[Problem]: Nothing but the records, copied exactly and stripped of pictures, should be in the answer.
Segment Open
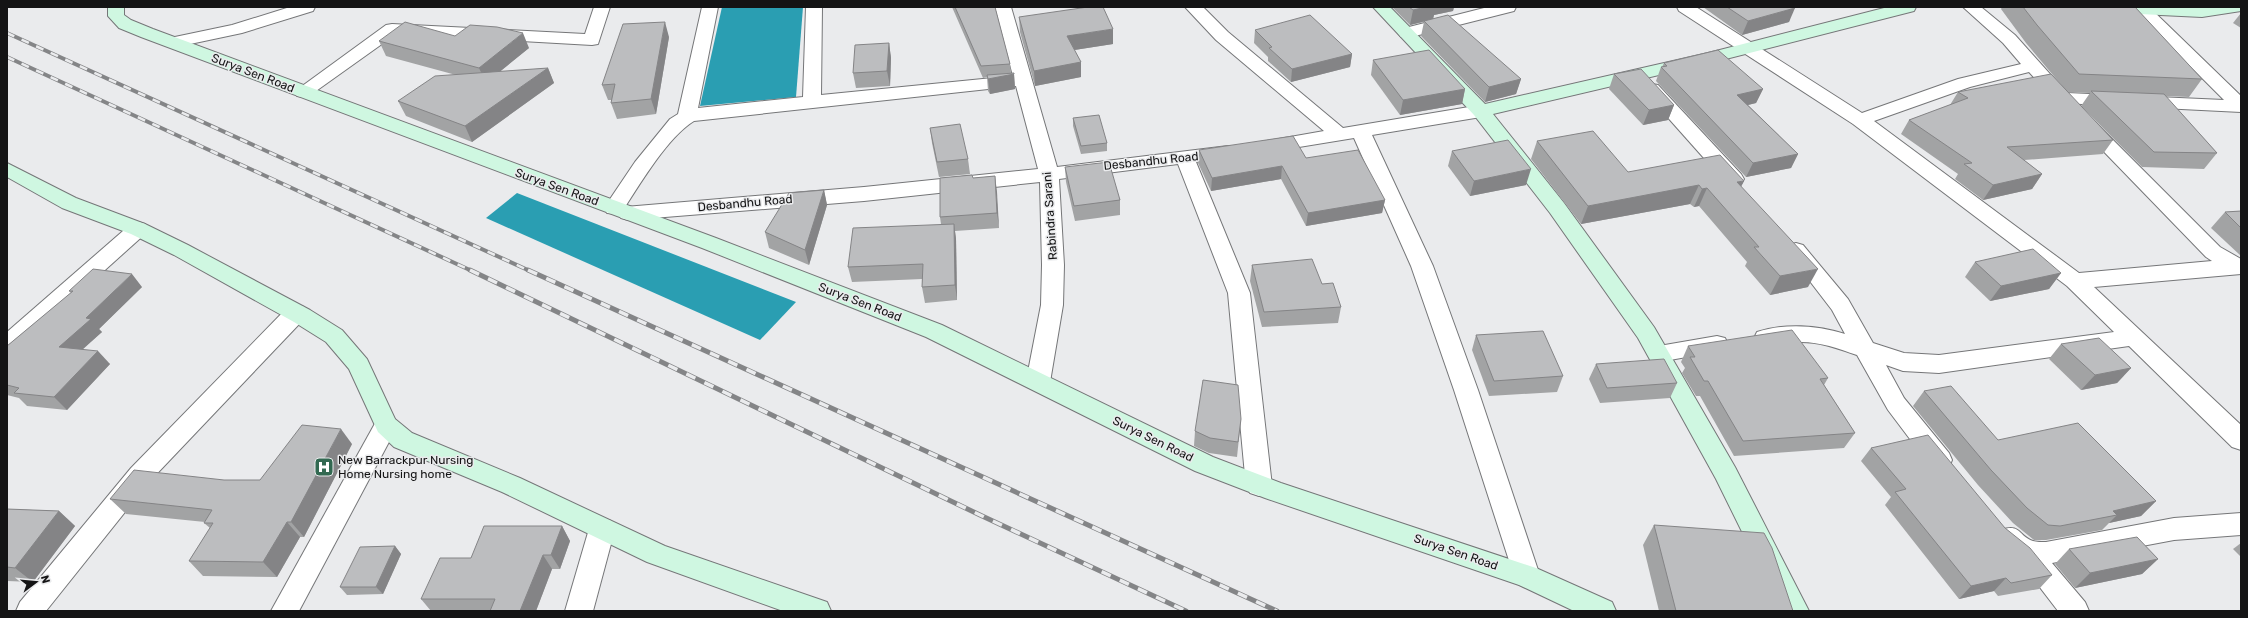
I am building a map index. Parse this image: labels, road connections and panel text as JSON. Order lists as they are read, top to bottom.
{
  "streets": {
    "street": ["Surya Sen Road", "Desbandhu Road", "Rabindra Sarani"]
  },
  "crossings": [
    ["Surya Sen Road", "Desbandhu Road"],
    ["Surya Sen Road", "Rabindra Sarani"],
    ["Desbandhu Road", "Rabindra Sarani"]
  ],
  "places": {
    "hospital": ["New Barrackpur Nursing Home Nursing home"]
  },
  "north": "right"
}
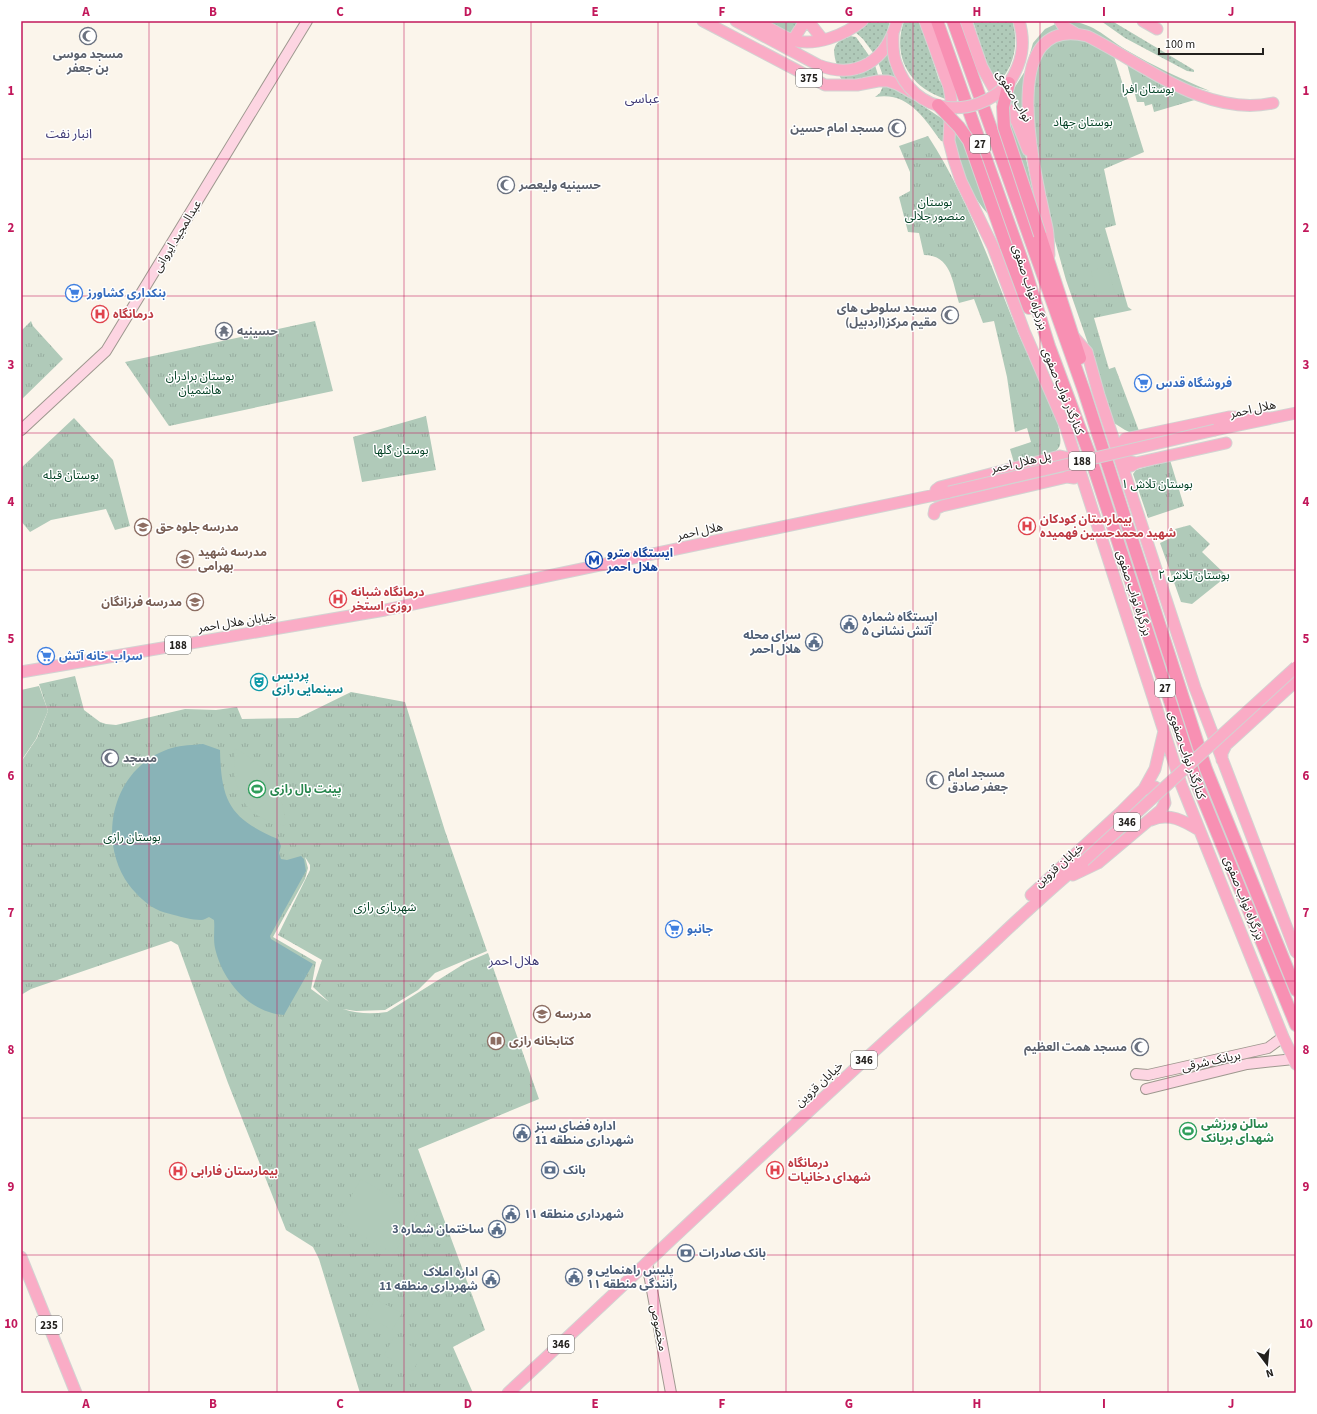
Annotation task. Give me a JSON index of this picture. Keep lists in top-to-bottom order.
{
  "streets": {
    "highway": ["27", "بزرگراه نواب صفوی"],
    "main road": [
      "375",
      "نواب صفوی",
      "عبدالمجید ایروانی",
      "کنارگذر نواب صفوی",
      "هلال احمر",
      "188",
      "پل هلال احمر",
      "خیابان هلال احمر",
      "346",
      "خیابان قزوین",
      "بریانک شرقی",
      "235",
      "مخصوص"
    ]
  },
  "crossings": [
    ["کنارگذر نواب صفوی", "بریانک شرقی"],
    ["هلال احمر", "پل هلال احمر"],
    ["هلال احمر", "خیابان هلال احمر"],
    ["خیابان قزوین", "مخصوص"]
  ],
  "districts": ["عباسی", "انبار نفت", "هلال احمر"],
  "parks": [
    "بوستان افرا",
    "بوستان جهاد",
    "بوستان منصور جلالی",
    "بوستان برادران هاشمیان",
    "بوستان گلها",
    "بوستان قبله",
    "بوستان تلاش ۱",
    "بوستان تلاش ۲",
    "بوستان رازی",
    "شهربازی رازی"
  ],
  "places": {
    "mosque": [
      "مسجد موسی بن جعفر",
      "مسجد امام حسین",
      "حسینیه ولیعصر",
      "مسجد سلوطی های مقیم مرکز(اردبیل)",
      "مسجد",
      "مسجد امام جعفر صادق",
      "مسجد همت العظیم"
    ],
    "supermarket": [
      "بنکداری کشاورز",
      "فروشگاه قدس",
      "سراب خانه آتش",
      "جانبو"
    ],
    "hospital": [
      "درمانگاه",
      "بیمارستان کودکان شهید محمدحسین فهمیده",
      "درمانگاه شبانه روزی استخر",
      "درمانگاه شهدای دخانیات",
      "بیمارستان فارابی"
    ],
    "temple": ["حسینیه"],
    "school or university": [
      "مدرسه جلوه حق",
      "مدرسه شهید بهرامی",
      "مدرسه فرزانگان",
      "مدرسه"
    ],
    "metro station": ["ایستگاه مترو هلال احمر"],
    "public building": [
      "ایستگاه شماره ۵ آتش نشانی",
      "سرای محله هلال احمر",
      "اداره فضای سبز شهرداری منطقه 11",
      "شهرداری منطقه ۱۱",
      "ساختمان شماره 3",
      "پلیس راهنمایی و رانندگی منطقه ۱۱",
      "اداره املاک شهرداری منطقه 11"
    ],
    "theatre": ["پردیس سینمایی رازی"],
    "sports": ["پینت بال رازی", "سالن ورزشی شهدای بریانک"],
    "library": ["کتابخانه رازی"],
    "bank": ["بانک", "بانک صادرات"]
  },
  "scale_bar": "100 m",
  "north": "bottom",
  "grid": {
    "columns": [
      "A",
      "B",
      "C",
      "D",
      "E",
      "F",
      "G",
      "H",
      "I",
      "J"
    ],
    "rows": [
      "1",
      "2",
      "3",
      "4",
      "5",
      "6",
      "7",
      "8",
      "9",
      "10"
    ]
  }
}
Segment Closed
[Task solution]:
I am building a map index. Parse this image: labels, road connections and panel text as JSON. Order lists as they are read, top to bottom.
{
  "streets": {
    "street": ["Surya Sen Road", "Desbandhu Road", "Rabindra Sarani"]
  },
  "crossings": [
    ["Surya Sen Road", "Desbandhu Road"],
    ["Surya Sen Road", "Rabindra Sarani"],
    ["Desbandhu Road", "Rabindra Sarani"]
  ],
  "places": {
    "hospital": ["New Barrackpur Nursing Home Nursing home"]
  },
  "north": "right"
}
Annotation task. Give me a JSON index of this picture. Keep lists in top-to-bottom order.
{
  "streets": {
    "highway": ["27", "بزرگراه نواب صفوی"],
    "main road": [
      "375",
      "نواب صفوی",
      "عبدالمجید ایروانی",
      "کنارگذر نواب صفوی",
      "هلال احمر",
      "188",
      "پل هلال احمر",
      "خیابان هلال احمر",
      "346",
      "خیابان قزوین",
      "بریانک شرقی",
      "235",
      "مخصوص"
    ]
  },
  "crossings": [
    ["کنارگذر نواب صفوی", "بریانک شرقی"],
    ["هلال احمر", "پل هلال احمر"],
    ["هلال احمر", "خیابان هلال احمر"],
    ["خیابان قزوین", "مخصوص"]
  ],
  "districts": ["عباسی", "انبار نفت", "هلال احمر"],
  "parks": [
    "بوستان افرا",
    "بوستان جهاد",
    "بوستان منصور جلالی",
    "بوستان برادران هاشمیان",
    "بوستان گلها",
    "بوستان قبله",
    "بوستان تلاش ۱",
    "بوستان تلاش ۲",
    "بوستان رازی",
    "شهربازی رازی"
  ],
  "places": {
    "mosque": [
      "مسجد موسی بن جعفر",
      "مسجد امام حسین",
      "حسینیه ولیعصر",
      "مسجد سلوطی های مقیم مرکز(اردبیل)",
      "مسجد",
      "مسجد امام جعفر صادق",
      "مسجد همت العظیم"
    ],
    "supermarket": [
      "بنکداری کشاورز",
      "فروشگاه قدس",
      "سراب خانه آتش",
      "جانبو"
    ],
    "hospital": [
      "درمانگاه",
      "بیمارستان کودکان شهید محمدحسین فهمیده",
      "درمانگاه شبانه روزی استخر",
      "درمانگاه شهدای دخانیات",
      "بیمارستان فارابی"
    ],
    "temple": ["حسینیه"],
    "school or university": [
      "مدرسه جلوه حق",
      "مدرسه شهید بهرامی",
      "مدرسه فرزانگان",
      "مدرسه"
    ],
    "metro station": ["ایستگاه مترو هلال احمر"],
    "public building": [
      "ایستگاه شماره ۵ آتش نشانی",
      "سرای محله هلال احمر",
      "اداره فضای سبز شهرداری منطقه 11",
      "شهرداری منطقه ۱۱",
      "ساختمان شماره 3",
      "پلیس راهنمایی و رانندگی منطقه ۱۱",
      "اداره املاک شهرداری منطقه 11"
    ],
    "theatre": ["پردیس سینمایی رازی"],
    "sports": ["پینت بال رازی", "سالن ورزشی شهدای بریانک"],
    "library": ["کتابخانه رازی"],
    "bank": ["بانک", "بانک صادرات"]
  },
  "scale_bar": "100 m",
  "north": "bottom",
  "grid": {
    "columns": [
      "A",
      "B",
      "C",
      "D",
      "E",
      "F",
      "G",
      "H",
      "I",
      "J"
    ],
    "rows": [
      "1",
      "2",
      "3",
      "4",
      "5",
      "6",
      "7",
      "8",
      "9",
      "10"
    ]
  }
}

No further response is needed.